Records drawn from a dataset
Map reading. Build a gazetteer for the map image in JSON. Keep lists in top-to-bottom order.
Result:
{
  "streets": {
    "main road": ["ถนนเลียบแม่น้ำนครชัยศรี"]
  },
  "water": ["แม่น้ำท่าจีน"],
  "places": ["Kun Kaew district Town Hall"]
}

---

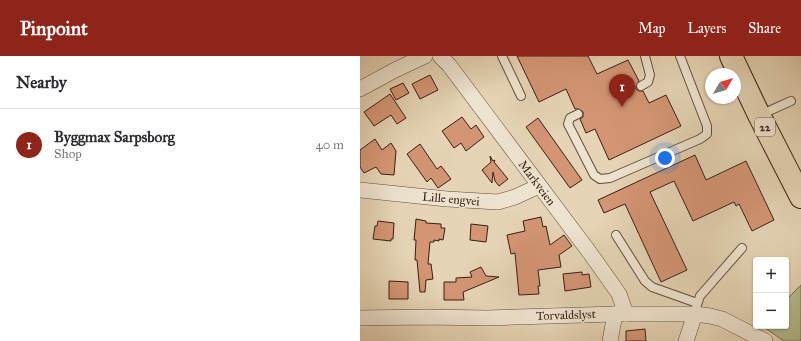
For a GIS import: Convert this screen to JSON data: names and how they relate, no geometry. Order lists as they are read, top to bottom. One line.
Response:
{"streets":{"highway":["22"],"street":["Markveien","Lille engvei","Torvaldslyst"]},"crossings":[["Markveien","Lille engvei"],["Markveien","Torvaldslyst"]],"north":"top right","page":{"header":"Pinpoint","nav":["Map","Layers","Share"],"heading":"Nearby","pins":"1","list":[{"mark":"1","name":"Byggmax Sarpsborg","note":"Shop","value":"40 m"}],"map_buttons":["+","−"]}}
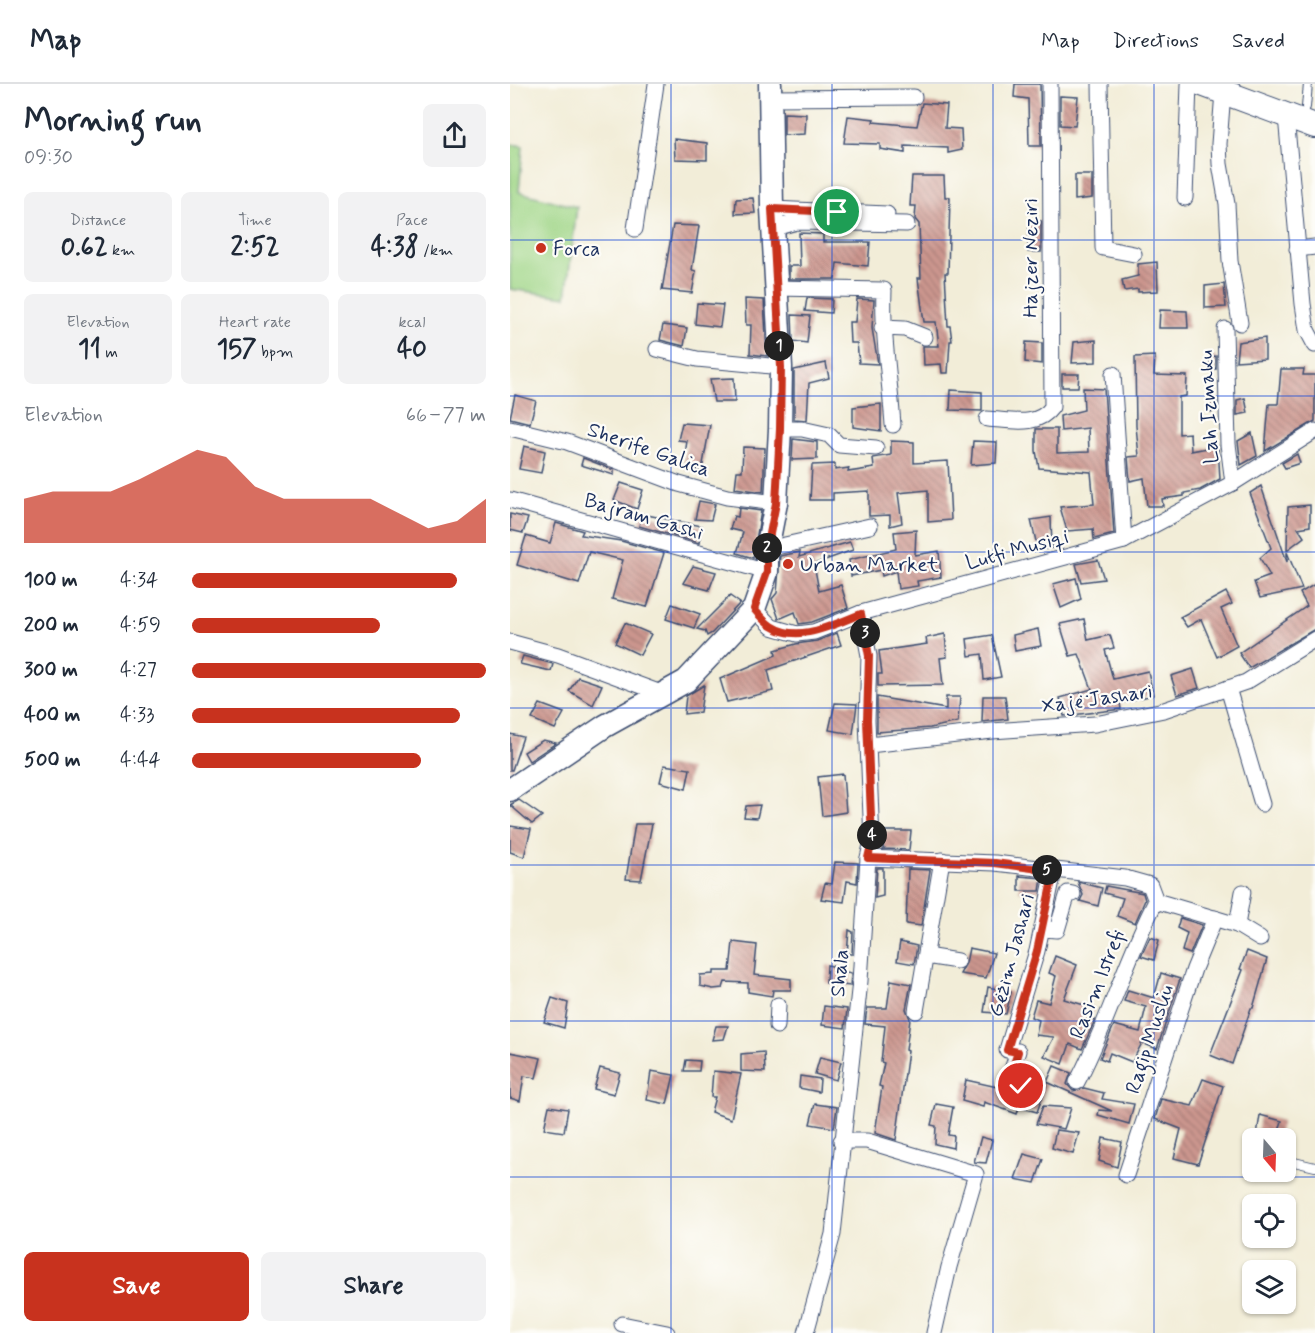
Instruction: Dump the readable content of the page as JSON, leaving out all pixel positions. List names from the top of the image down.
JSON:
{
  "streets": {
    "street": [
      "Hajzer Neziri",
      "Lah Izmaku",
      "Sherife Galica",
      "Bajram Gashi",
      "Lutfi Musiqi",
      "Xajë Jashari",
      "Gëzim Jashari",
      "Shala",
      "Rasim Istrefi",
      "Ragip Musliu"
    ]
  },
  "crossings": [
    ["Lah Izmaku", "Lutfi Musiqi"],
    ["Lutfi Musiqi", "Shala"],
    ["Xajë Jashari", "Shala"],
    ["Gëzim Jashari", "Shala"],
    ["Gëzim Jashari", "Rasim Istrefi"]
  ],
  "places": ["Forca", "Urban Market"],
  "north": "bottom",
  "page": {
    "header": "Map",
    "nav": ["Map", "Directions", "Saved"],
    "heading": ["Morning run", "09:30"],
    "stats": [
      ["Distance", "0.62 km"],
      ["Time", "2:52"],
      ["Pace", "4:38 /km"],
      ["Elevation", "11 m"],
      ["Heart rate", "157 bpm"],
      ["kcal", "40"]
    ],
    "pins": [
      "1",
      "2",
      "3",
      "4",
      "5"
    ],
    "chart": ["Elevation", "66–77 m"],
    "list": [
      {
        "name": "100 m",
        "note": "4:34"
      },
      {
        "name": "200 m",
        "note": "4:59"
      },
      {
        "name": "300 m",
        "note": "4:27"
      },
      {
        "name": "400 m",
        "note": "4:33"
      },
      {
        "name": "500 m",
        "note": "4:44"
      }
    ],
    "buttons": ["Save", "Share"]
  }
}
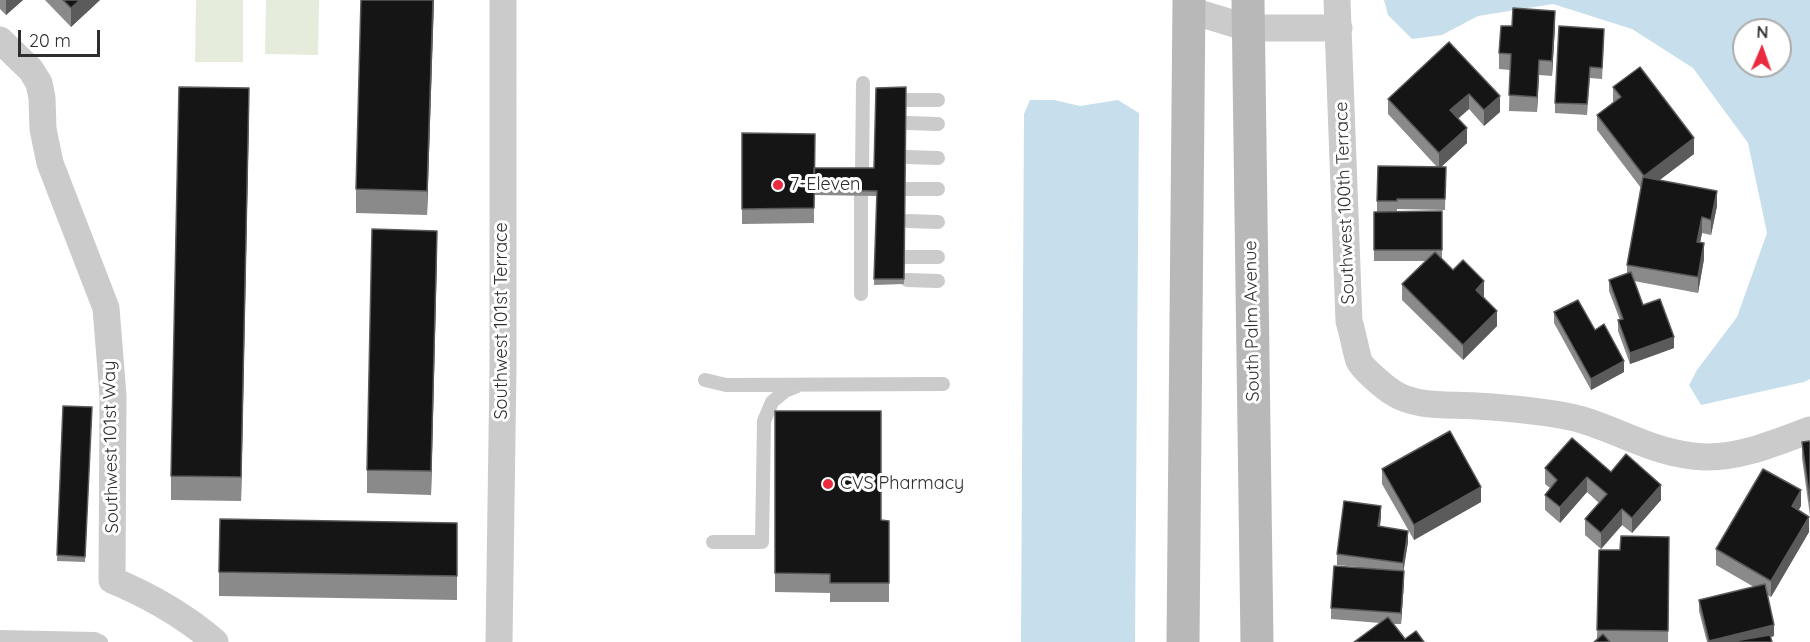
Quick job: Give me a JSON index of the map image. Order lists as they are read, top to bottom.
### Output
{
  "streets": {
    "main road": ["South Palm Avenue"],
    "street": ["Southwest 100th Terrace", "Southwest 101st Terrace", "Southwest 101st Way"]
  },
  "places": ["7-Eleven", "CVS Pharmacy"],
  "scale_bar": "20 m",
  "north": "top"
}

**Prompt:**
Go through the entries above and report each line with the string "image" in it.

**Answer to this task:**
Map reading. Build a gazetteer for the map image in JSON. Keep lists in top-to-bottom order.
Instruction: Dump the readable content of the page as JSON, leaving out all pixel positions. List names from the top of the image down.
Quick job: Give me a JSON index of the map image. Order lists as they are read, top to bottom.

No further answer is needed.